• YOUR OBJECTIVE
Here is the listing. Report each line in it that contains the string "linecap".

• RECORDS PROVIDED
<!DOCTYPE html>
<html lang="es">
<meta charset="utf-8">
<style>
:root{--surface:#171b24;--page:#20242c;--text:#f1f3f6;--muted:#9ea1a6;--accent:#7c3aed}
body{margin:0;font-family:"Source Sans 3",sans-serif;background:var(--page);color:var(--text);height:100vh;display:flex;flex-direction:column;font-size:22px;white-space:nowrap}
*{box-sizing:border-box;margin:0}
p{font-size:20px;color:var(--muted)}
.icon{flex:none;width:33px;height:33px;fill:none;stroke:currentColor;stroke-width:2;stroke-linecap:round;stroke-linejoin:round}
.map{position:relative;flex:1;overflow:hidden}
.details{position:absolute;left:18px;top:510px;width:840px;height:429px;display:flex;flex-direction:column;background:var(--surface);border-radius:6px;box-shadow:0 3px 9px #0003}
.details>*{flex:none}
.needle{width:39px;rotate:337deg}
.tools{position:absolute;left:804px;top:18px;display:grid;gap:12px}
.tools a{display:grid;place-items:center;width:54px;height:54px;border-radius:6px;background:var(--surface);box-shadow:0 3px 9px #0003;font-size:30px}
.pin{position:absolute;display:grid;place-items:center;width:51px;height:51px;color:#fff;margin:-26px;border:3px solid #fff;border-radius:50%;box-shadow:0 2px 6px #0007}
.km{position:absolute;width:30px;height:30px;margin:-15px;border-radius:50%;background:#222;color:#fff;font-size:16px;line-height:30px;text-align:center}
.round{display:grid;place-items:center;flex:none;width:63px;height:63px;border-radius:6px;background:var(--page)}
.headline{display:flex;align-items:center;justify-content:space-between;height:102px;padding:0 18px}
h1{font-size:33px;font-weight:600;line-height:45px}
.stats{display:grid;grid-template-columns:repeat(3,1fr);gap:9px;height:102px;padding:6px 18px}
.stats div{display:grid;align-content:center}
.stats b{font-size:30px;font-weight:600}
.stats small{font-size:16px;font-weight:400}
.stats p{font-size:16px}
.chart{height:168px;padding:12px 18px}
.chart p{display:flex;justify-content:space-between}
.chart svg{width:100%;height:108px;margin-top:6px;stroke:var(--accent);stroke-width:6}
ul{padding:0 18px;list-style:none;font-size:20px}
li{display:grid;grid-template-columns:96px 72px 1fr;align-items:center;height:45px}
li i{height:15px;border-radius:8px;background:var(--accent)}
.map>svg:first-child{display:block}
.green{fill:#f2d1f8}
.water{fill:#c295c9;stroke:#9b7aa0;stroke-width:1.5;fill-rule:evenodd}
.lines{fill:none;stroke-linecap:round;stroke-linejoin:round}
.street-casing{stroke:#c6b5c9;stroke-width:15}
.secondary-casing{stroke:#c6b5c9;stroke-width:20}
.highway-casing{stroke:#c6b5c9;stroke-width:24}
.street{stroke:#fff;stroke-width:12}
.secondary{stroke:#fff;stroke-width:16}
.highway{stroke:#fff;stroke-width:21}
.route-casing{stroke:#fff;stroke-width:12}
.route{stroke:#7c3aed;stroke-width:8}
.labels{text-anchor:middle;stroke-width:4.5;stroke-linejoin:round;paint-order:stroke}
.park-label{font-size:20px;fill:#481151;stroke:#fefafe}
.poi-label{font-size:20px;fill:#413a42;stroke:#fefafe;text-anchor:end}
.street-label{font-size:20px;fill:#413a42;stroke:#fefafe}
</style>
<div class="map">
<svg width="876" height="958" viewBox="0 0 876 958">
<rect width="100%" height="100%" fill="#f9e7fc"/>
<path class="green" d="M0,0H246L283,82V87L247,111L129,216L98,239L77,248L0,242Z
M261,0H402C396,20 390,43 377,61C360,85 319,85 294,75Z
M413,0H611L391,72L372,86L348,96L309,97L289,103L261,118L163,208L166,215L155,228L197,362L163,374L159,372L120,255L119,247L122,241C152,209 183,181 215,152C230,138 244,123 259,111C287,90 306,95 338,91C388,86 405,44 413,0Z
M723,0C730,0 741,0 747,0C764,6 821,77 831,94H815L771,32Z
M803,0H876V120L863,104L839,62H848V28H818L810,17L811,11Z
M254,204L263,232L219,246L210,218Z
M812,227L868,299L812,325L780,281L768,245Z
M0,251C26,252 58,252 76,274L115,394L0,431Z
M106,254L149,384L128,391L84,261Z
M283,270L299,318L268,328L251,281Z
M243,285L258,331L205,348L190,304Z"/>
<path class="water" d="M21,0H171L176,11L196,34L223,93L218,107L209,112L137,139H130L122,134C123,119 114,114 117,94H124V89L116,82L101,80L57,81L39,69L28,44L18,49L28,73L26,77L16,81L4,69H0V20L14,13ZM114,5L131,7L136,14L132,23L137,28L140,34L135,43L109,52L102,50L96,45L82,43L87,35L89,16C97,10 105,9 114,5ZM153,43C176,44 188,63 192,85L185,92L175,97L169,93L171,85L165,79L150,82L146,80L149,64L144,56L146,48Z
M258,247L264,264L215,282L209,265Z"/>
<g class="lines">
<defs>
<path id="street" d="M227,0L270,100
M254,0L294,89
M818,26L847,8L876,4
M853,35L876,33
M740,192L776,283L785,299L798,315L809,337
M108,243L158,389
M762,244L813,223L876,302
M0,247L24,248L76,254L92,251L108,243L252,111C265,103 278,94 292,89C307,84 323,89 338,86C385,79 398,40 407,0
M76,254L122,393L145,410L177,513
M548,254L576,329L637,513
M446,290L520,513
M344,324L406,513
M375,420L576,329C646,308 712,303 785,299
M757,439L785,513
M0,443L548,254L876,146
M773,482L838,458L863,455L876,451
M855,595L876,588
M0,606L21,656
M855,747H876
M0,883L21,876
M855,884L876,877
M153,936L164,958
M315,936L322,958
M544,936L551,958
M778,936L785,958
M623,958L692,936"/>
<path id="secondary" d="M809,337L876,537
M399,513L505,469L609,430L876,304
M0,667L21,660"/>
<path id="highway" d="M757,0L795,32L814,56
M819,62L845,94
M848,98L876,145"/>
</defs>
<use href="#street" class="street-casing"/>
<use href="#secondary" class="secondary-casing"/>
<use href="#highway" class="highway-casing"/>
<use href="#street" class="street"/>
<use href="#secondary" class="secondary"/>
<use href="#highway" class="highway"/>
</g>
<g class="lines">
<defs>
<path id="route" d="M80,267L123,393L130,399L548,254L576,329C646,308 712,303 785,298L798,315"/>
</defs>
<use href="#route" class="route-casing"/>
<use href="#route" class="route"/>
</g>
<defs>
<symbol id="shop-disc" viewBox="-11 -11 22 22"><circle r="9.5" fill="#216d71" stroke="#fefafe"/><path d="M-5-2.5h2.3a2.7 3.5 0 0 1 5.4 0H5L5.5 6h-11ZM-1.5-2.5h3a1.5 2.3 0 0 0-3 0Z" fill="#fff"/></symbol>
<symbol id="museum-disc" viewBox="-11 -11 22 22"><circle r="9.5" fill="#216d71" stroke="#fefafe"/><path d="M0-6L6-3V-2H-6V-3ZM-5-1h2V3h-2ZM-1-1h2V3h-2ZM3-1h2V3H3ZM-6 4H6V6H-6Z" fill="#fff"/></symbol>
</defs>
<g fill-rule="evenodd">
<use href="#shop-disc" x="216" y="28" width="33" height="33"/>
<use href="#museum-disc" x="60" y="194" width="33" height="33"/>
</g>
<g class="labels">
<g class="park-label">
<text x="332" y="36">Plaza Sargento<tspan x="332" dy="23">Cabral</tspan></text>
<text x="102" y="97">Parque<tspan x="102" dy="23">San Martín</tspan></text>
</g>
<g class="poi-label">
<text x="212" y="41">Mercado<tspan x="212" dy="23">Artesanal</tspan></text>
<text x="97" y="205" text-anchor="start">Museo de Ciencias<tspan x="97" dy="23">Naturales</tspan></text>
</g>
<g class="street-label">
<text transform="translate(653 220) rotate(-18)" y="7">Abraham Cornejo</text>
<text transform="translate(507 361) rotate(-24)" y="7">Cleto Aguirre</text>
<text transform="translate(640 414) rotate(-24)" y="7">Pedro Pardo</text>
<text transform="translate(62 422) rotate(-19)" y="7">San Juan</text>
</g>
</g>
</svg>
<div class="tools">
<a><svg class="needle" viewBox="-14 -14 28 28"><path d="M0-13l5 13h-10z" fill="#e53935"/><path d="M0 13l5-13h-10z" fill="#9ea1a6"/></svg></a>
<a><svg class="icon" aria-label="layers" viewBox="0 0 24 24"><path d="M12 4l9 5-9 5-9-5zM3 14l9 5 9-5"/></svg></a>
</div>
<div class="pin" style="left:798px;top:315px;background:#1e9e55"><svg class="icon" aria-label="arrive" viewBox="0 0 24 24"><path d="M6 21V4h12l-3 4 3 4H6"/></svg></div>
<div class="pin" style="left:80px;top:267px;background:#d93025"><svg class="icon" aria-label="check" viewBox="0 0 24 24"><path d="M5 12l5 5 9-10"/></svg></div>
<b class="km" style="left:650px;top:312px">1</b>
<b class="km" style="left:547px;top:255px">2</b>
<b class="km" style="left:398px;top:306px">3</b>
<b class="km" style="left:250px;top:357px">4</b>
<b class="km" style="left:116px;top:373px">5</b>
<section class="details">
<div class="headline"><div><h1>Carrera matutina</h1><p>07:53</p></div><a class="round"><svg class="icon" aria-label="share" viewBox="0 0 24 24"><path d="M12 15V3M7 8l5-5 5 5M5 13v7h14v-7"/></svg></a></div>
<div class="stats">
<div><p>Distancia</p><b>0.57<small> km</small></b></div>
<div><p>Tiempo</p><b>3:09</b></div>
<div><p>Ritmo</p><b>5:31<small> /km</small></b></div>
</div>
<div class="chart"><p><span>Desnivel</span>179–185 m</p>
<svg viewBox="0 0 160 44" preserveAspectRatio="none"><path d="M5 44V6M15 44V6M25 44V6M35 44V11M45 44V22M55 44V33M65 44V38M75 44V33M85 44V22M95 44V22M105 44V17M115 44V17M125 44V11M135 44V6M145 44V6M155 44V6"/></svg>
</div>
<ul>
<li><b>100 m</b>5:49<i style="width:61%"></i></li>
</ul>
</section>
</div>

• SOLUTION BELOW
.icon{flex:none;width:33px;height:33px;fill:none;stroke:currentColor;stroke-width:2;stroke-linecap:round;stroke-linejoin:round}
.lines{fill:none;stroke-linecap:round;stroke-linejoin:round}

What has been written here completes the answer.